The University’s Law School Dean Alex Johnson Jr. will help appoint members to the new Ethical Practices Board, designed to keep an eye on Minneapolis officials.
Johnson will work with the University of St. Thomas School of Law dean and the Hennepin County District Court’s chief judge to appoint three members to the board.
“It is hoped that the Ethical Practices Board will foster a healthy ethical culture throughout Minneapolis city government and promote high ethical standards and conduct,” Johnson wrote in an e-mail. “The Board will be charged with investigating allegations of unethical conduct by city officials.”
Corruption allegations have blemished the reputation of the Minneapolis City Council in recent years.
Brian Herron resigned from the council in 2001 after a jury convicted him of extorting several thousand dollars from a local businessman. He spent one year in federal prison.
Several months later, Council member Joe Biernat left following allegations that he received free plumbing at a property he owned. A jury convicted him of mail fraud, aiding theft from a local plumbers union and lying to an FBI agent, resulting in a 21-month prison term.
“We’ve had some significant ethical problems in the past,” said City Council member Paul Zerby, 2nd Ward, who represents areas surrounding the Minneapolis campus. “I think initially at least, it’s saying we take that seriously and we’re going to try to approach it in a way to prevent that from happening again.”
Minneapolis Mayor R.T. Rybak gathered city staff and outside sources to look at other cities and determine how Minneapolis could improve accountability, said Carol Lansing, Minneapolis’ ethics officer and assistant city attorney.

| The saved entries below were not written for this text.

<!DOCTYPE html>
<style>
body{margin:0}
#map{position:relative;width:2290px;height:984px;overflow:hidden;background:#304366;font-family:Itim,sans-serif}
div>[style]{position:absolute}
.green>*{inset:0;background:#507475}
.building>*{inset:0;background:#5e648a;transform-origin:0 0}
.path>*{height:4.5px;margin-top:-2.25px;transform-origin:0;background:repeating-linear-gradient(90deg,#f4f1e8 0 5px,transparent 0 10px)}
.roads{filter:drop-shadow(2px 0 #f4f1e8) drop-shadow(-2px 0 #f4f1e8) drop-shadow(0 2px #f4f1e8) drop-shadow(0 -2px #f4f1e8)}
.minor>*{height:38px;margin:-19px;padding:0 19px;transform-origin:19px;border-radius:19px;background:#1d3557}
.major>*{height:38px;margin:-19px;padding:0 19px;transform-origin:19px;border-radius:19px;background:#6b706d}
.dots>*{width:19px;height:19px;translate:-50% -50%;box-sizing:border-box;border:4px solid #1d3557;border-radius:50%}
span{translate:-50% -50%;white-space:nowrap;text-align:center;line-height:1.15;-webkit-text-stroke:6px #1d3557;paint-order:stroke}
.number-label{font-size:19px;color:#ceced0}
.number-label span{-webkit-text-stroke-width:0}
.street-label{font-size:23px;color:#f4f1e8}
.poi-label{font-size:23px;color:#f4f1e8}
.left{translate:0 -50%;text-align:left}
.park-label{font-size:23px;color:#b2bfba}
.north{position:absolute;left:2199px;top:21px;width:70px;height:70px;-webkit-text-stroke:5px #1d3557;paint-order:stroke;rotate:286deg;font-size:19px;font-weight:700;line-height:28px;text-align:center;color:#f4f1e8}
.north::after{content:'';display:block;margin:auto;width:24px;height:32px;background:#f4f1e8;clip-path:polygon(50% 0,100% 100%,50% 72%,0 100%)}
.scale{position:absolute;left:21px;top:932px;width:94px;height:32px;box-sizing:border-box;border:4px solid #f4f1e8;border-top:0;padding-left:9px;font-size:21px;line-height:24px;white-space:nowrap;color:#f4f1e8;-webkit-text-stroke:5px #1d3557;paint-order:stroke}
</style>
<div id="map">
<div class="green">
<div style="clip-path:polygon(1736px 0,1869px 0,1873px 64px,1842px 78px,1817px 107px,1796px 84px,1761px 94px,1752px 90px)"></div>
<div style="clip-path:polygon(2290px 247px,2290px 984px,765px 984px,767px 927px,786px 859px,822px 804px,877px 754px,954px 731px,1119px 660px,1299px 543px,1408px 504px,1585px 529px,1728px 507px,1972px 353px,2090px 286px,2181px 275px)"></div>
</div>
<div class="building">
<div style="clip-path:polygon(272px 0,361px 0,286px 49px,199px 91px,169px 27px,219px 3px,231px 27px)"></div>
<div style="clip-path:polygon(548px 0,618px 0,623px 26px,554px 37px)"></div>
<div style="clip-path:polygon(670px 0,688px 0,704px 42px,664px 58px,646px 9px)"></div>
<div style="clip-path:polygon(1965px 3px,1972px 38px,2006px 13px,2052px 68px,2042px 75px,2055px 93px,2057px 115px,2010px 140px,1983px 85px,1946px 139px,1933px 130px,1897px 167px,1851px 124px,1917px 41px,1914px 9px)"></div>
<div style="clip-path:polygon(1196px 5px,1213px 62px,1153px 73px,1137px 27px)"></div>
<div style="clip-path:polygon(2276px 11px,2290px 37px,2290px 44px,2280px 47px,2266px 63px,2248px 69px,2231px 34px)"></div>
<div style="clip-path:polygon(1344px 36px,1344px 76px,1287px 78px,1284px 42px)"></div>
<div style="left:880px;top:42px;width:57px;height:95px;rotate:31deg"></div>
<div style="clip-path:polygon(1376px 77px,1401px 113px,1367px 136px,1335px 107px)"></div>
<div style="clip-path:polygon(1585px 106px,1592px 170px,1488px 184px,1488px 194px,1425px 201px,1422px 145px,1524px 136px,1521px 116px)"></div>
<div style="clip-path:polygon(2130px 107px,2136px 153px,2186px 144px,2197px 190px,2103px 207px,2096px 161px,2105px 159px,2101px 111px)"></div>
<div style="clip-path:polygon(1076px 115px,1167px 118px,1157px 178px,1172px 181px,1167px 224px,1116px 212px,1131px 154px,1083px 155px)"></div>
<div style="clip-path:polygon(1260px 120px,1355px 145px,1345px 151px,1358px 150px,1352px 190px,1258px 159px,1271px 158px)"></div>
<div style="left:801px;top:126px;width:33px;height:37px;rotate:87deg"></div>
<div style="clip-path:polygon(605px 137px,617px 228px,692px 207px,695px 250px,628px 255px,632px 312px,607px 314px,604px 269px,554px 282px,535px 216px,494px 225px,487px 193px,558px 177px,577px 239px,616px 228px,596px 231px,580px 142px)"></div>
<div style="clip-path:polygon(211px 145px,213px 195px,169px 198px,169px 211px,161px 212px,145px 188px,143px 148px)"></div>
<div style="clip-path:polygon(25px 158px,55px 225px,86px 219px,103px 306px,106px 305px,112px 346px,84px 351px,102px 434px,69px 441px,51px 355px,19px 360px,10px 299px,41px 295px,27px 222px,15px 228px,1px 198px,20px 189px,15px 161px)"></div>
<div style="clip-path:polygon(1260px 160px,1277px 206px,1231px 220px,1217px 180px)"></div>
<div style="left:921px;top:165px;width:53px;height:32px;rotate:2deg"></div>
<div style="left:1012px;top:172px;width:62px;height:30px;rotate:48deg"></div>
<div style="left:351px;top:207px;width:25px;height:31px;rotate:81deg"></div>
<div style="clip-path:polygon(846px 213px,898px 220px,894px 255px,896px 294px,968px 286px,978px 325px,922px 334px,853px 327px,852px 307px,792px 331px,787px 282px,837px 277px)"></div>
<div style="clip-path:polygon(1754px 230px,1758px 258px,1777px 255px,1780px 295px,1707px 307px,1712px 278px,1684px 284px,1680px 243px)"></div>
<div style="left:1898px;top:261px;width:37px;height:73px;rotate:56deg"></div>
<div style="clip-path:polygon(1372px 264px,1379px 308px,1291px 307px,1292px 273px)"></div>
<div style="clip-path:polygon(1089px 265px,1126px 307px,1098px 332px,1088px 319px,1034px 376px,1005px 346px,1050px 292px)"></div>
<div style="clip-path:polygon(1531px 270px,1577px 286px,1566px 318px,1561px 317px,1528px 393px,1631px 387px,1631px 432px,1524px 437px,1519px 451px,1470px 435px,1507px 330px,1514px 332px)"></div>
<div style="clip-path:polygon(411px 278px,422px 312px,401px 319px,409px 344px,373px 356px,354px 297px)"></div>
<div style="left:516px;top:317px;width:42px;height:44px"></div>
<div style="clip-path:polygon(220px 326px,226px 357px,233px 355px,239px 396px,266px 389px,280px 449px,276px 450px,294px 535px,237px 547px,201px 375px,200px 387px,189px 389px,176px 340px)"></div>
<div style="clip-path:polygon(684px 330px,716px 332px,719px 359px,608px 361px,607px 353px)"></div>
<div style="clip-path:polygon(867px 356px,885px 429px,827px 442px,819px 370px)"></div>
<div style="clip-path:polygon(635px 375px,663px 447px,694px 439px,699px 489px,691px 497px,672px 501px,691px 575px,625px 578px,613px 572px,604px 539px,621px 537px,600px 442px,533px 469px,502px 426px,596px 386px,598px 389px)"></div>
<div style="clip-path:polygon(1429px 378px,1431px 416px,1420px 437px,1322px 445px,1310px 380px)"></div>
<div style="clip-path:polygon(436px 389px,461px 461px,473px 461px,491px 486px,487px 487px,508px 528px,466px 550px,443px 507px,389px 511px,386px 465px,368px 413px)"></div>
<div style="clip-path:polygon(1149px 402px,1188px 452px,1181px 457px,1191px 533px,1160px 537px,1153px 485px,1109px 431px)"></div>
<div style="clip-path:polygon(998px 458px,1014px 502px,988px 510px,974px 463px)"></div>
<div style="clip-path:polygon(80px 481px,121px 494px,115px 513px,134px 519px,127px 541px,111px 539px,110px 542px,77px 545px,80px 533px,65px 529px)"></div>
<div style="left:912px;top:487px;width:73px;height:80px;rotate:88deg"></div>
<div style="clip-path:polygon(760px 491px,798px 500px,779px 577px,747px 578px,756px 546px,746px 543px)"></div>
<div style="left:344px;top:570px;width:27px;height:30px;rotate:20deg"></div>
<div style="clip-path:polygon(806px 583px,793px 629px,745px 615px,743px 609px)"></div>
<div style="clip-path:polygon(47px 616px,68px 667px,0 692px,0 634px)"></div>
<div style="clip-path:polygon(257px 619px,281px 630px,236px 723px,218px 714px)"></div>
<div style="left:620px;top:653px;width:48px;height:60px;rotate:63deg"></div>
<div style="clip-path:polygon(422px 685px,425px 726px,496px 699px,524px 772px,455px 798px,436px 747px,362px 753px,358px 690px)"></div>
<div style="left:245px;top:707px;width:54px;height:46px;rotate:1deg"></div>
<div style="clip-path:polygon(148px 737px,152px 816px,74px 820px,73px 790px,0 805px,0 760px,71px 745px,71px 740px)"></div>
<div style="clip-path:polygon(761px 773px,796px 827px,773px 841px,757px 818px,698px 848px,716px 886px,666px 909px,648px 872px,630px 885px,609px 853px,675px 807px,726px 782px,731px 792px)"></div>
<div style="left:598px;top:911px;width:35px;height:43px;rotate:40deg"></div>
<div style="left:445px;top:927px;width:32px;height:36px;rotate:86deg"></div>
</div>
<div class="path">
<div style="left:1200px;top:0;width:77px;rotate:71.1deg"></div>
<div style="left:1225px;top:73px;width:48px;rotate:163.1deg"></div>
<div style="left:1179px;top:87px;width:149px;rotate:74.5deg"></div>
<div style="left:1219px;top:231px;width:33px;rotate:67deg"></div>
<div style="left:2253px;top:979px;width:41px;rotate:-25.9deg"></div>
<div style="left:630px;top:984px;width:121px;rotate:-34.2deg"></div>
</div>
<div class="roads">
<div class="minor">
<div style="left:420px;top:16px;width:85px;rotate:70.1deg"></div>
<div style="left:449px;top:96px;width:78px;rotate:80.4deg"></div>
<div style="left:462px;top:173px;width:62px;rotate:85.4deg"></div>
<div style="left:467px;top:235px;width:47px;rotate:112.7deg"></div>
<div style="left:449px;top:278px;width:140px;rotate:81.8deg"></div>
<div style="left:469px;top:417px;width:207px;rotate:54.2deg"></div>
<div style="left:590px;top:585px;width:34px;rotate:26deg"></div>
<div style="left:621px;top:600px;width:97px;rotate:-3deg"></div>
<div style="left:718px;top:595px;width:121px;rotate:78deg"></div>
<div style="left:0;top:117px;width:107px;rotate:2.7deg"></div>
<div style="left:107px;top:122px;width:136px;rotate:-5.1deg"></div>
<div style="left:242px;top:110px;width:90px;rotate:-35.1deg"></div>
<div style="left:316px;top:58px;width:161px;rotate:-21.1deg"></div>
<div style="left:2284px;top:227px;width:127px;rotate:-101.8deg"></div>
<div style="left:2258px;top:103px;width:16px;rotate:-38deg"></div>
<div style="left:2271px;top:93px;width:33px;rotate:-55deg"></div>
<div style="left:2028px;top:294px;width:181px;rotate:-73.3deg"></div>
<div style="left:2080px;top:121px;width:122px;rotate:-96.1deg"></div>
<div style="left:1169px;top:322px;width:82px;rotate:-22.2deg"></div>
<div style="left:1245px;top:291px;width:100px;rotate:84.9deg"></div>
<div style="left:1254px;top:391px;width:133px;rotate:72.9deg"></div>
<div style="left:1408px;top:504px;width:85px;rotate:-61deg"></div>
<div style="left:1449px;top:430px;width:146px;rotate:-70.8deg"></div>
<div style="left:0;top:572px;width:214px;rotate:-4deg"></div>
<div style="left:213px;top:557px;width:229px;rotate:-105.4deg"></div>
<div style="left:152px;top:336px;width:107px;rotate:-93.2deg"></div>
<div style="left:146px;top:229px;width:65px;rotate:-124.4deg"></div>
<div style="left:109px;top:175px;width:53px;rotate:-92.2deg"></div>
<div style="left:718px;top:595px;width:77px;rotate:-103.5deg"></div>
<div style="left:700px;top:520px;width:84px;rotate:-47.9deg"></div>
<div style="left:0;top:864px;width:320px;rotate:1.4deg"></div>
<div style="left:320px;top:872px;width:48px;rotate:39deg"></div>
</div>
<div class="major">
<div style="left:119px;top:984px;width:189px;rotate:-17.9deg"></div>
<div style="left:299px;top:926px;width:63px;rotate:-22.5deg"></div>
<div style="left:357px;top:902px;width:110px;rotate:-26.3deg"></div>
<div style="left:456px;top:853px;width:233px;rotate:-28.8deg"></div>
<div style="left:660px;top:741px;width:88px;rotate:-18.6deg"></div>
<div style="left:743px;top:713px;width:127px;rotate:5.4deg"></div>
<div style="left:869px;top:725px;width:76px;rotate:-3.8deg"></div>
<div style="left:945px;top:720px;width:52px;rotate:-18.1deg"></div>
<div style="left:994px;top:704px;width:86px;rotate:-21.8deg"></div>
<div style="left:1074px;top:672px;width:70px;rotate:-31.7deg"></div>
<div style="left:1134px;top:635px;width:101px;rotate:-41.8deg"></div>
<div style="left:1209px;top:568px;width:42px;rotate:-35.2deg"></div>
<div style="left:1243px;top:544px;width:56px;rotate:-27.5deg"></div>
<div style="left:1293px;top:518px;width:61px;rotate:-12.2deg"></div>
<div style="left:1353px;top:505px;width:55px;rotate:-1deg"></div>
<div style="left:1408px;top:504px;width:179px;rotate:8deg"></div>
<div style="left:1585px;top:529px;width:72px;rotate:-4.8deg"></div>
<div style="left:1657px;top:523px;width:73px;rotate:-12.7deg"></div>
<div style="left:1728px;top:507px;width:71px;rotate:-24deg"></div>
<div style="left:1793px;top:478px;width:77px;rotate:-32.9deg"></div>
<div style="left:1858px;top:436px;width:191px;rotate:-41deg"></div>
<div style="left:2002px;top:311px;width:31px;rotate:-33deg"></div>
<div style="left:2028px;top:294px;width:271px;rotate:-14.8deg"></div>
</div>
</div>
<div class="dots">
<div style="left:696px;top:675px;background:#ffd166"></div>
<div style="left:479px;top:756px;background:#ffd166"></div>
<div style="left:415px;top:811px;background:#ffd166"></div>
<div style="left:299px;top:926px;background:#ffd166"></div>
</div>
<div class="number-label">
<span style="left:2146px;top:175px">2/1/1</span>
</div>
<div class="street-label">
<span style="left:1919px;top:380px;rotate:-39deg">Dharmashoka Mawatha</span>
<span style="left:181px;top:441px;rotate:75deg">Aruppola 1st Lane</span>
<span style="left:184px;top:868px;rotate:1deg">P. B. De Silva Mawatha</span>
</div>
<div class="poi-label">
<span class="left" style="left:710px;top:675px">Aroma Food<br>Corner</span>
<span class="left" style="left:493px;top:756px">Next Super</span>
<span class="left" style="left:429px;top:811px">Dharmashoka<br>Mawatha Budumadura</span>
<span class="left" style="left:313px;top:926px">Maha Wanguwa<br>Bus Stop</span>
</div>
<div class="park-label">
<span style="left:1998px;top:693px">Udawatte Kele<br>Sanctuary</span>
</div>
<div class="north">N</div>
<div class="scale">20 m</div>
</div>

“The city has had an ethics code for a number of years, but when Mayor Rybak came into office one of his first initiatives was to appoint an ethics task force,” she said.
The task force developed recommendations in 2002 to revise the code and created an ethical practices board, she said. The council adopted the changes in March 2003.
Minneapolis is not the only city that has faced ethical questions. St. Paul Mayor Randy Kelly drew criticism last year for accepting free airline and game tickets for a Minnesota Wild game in Denver.
David Schultz, a Hamline University public administration professor, spoke out against the gifts and said cities such as St. Paul are not equipped to handle ethical issues associated with locally elected officials.
St. Paul once had an ethical practices board but Schultz said it fell out of use after former mayor Sen. Norm Coleman, R-Minn., did not appoint new members.
“There’s a lot of issues that arise at the local level, and there’s no place to bring those complaints,” Schultz said.
It is difficult to bring complaints before the city attorney because that person is often appointed by the mayor, causing a conflict of interest, he said. The county attorney usually doesn’t deal with small issues, Schultz said.
Minneapolis officials decided to form an independent appointing committee to eliminate conflicts of interest.
City employees and local officials cannot serve on the board, which should help create more accountability for elected officials, Lansing said.
“If a person’s an employee, their discipline goes through their supervisor,” she said. “But for elected officials, who’s their boss?”
Schultz said the committee removes politics from the appointing process and ensures that a city council or mayor cannot remove members of the ethical practices board.
“One of the hallmarks of American law is that no one can be a judge in their own case,” he said. “That’s what St. Paul has done consistently wrong.”